[Supplied information]

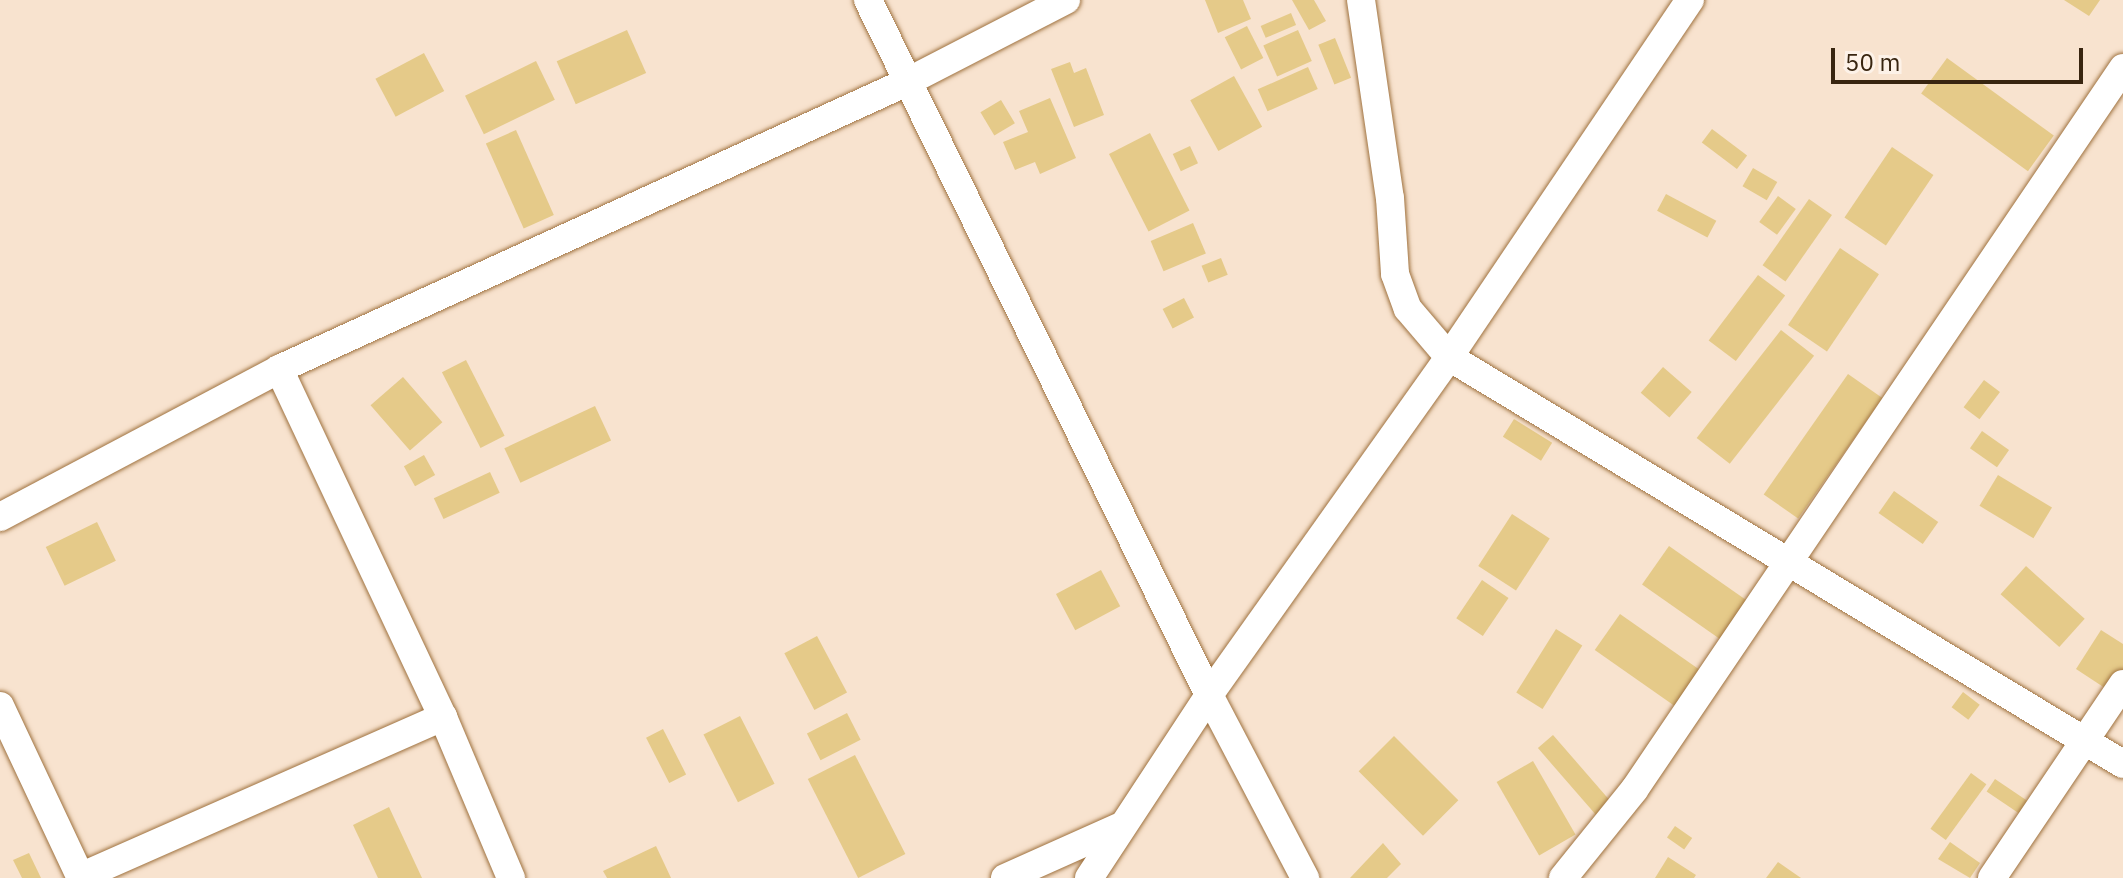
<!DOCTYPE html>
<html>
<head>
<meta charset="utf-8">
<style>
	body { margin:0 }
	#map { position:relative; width:2123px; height:878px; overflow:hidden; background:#f8e3cf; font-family:"IBM Plex Sans",sans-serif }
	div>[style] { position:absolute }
	.building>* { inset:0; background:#e5ca89; transform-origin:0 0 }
	.roads { filter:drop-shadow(0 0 2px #9f723f) drop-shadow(0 0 2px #9f723f) }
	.street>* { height:28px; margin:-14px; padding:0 14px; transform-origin:14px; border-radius:14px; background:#fff }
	span { translate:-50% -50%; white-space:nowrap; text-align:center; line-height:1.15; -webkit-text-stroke:6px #fdf2e8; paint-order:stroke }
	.scale { position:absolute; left:1831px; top:48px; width:252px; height:36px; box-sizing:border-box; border:4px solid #382510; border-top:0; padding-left:10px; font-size:24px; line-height:28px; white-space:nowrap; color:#382510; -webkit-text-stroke:6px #fdf2e8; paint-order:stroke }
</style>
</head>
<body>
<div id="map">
	<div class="building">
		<div style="clip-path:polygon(1205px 0,1243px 0,1251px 19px,1218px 33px)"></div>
		<div style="clip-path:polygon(1292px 0,1314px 0,1326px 21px,1309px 30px)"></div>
		<div style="clip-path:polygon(2064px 0,2100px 0,2089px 16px)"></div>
		<div style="left:1291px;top:13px;width:13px;height:33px;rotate:67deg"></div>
		<div style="left:1247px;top:26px;width:36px;height:25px;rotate:63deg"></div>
		<div style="left:627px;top:30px;width:47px;height:77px;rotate:66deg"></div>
		<div style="left:1298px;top:30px;width:34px;height:38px;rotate:66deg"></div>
		<div style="left:1335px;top:38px;width:43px;height:18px;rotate:68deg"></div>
		<div style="left:424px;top:53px;width:43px;height:55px;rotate:62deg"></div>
		<div style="left:1947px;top:58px;width:132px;height:44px;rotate:36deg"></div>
		<div style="left:536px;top:61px;width:43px;height:79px;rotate:64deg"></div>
		<div style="clip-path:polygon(1070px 62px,1074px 73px,1086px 68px,1104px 115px,1074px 127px,1051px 69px)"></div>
		<div style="left:1308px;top:67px;width:24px;height:55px;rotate:66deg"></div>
		<div style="left:1234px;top:76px;width:58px;height:50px;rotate:61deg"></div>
		<div style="clip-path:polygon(1050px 98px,1076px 158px,1040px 174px,1035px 162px,1015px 170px,1003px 142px,1028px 132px,1019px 111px)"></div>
		<div style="left:1001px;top:100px;width:27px;height:24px;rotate:59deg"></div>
		<div style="left:1712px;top:129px;width:44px;height:17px;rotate:37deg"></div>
		<div style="left:516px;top:130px;width:93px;height:33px;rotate:66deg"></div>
		<div style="left:1150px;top:133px;width:87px;height:46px;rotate:63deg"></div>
		<div style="left:1190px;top:146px;width:19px;height:19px;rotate:65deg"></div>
		<div style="left:1892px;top:147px;width:50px;height:85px;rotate:34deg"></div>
		<div style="left:1753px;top:168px;width:28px;height:21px;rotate:30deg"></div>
		<div style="left:1666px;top:194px;width:57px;height:19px;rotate:28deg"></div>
		<div style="left:1778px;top:196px;width:22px;height:32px;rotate:36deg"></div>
		<div style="left:1809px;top:199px;width:28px;height:81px;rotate:35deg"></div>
		<div style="left:1193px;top:223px;width:33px;height:46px;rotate:67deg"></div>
		<div style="left:1840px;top:248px;width:47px;height:93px;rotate:34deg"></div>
		<div style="left:1221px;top:258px;width:18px;height:21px;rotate:68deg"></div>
		<div style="left:1758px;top:275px;width:34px;height:82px;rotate:37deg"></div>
		<div style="left:1184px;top:298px;width:22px;height:24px;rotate:63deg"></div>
		<div style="left:1781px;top:330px;width:42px;height:137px;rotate:38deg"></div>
		<div style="left:466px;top:360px;width:85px;height:27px;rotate:63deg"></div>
		<div style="left:1663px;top:367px;width:38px;height:34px;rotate:41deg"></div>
		<div style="left:1848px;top:374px;width:42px;height:147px;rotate:35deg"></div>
		<div style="left:403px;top:377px;width:60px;height:43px;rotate:49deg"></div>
		<div style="left:1984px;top:380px;width:20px;height:34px;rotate:37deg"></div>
		<div style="left:595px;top:406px;width:38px;height:100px;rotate:65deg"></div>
		<div style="left:1514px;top:419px;width:45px;height:21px;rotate:32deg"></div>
		<div style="left:1982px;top:431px;width:33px;height:21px;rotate:35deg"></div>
		<div style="left:424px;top:455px;width:23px;height:23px;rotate:61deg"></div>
		<div style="left:490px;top:472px;width:23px;height:62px;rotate:65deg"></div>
		<div style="left:1998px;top:475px;width:63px;height:36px;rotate:31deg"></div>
		<div style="left:1894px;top:491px;width:54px;height:27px;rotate:35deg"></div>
		<div style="left:1512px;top:514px;width:45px;height:62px;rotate:33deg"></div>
		<div style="left:97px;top:522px;width:43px;height:57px;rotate:64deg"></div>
		<div style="left:1669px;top:546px;width:102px;height:47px;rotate:35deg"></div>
		<div style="left:2026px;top:566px;width:79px;height:38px;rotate:42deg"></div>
		<div style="left:1101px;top:570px;width:41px;height:51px;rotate:62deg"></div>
		<div style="left:1482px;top:580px;width:32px;height:46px;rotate:34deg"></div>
		<div style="left:1620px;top:614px;width:105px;height:44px;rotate:35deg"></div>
		<div style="left:1556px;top:629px;width:31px;height:75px;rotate:32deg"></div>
		<div style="clip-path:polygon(2101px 630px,2123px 644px,2123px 672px,2111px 692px,2076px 669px)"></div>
		<div style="left:817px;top:636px;width:64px;height:37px;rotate:62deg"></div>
		<div style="left:1963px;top:692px;width:21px;height:19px;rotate:37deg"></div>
		<div style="left:847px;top:713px;width:30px;height:45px;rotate:63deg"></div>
		<div style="left:740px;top:716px;width:76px;height:41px;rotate:63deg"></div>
		<div style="left:663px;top:729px;width:51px;height:19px;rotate:63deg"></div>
		<div style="left:1553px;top:735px;width:90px;height:20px;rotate:49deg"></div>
		<div style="left:1394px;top:736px;width:91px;height:50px;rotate:45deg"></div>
		<div style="left:855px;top:755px;width:111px;height:53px;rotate:63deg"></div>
		<div style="left:1533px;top:761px;width:85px;height:42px;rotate:60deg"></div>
		<div style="left:1971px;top:773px;width:19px;height:69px;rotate:36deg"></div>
		<div style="left:1995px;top:779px;width:46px;height:15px;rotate:34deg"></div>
		<div style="clip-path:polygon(389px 807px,422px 878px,378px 878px,353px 825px)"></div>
		<div style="left:1675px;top:826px;width:21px;height:14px;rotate:35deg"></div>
		<div style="clip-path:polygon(1950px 842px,1980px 863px,1970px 878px,1938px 859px)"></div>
		<div style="clip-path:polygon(1383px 843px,1401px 864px,1387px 878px,1350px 878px)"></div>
		<div style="clip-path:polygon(656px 846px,671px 878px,607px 878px,603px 871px)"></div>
		<div style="clip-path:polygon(29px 853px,41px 878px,22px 878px,13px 860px)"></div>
		<div style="clip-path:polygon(1668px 857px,1696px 875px,1694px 878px,1655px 878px)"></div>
		<div style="clip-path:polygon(1778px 862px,1801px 878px,1766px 878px)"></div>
	</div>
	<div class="roads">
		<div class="street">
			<div style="left:868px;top:0;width:774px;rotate:63.87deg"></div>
			<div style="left:1209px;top:695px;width:207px;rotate:62.3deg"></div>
			<div style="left:1361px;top:0;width:200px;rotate:81.7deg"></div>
			<div style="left:1390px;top:198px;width:76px;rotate:86.2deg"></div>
			<div style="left:1395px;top:274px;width:37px;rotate:70deg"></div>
			<div style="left:1408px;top:309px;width:63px;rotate:49.5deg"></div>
			<div style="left:1449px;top:357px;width:787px;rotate:31.13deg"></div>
			<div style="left:279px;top:369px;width:385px;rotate:64.8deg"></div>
			<div style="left:443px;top:717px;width:175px;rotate:67.1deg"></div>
			<div style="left:0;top:517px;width:316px;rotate:-27.9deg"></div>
			<div style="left:279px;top:369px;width:690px;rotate:-24.56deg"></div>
			<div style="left:907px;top:82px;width:179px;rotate:-27.3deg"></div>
			<div style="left:0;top:706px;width:190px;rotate:64.8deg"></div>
			<div style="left:80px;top:877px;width:397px;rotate:-23.8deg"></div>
			<div style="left:1005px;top:878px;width:125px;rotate:-24.1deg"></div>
			<div style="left:1089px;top:878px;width:219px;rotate:-56.7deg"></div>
			<div style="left:1209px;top:695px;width:415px;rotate:-54.6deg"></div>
			<div style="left:1449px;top:357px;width:431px;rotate:-56deg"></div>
			<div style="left:1563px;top:878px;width:113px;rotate:-51.1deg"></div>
			<div style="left:1634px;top:790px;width:872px;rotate:-55.89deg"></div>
			<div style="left:1992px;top:878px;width:234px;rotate:-56deg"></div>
		</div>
	</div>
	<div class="scale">50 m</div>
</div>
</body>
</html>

[/Supplied information]

• Aim of the task: Select every line in the records above that contains the word "scale".

• Result of the task:
	.scale { position:absolute; left:1831px; top:48px; width:252px; height:36px; box-sizing:border-box; border:4px solid #382510; border-top:0; padding-left:10px; font-size:24px; line-height:28px; white-space:nowrap; color:#382510; -webkit-text-stroke:6px #fdf2e8; paint-order:stroke }
	<div class="scale">50 m</div>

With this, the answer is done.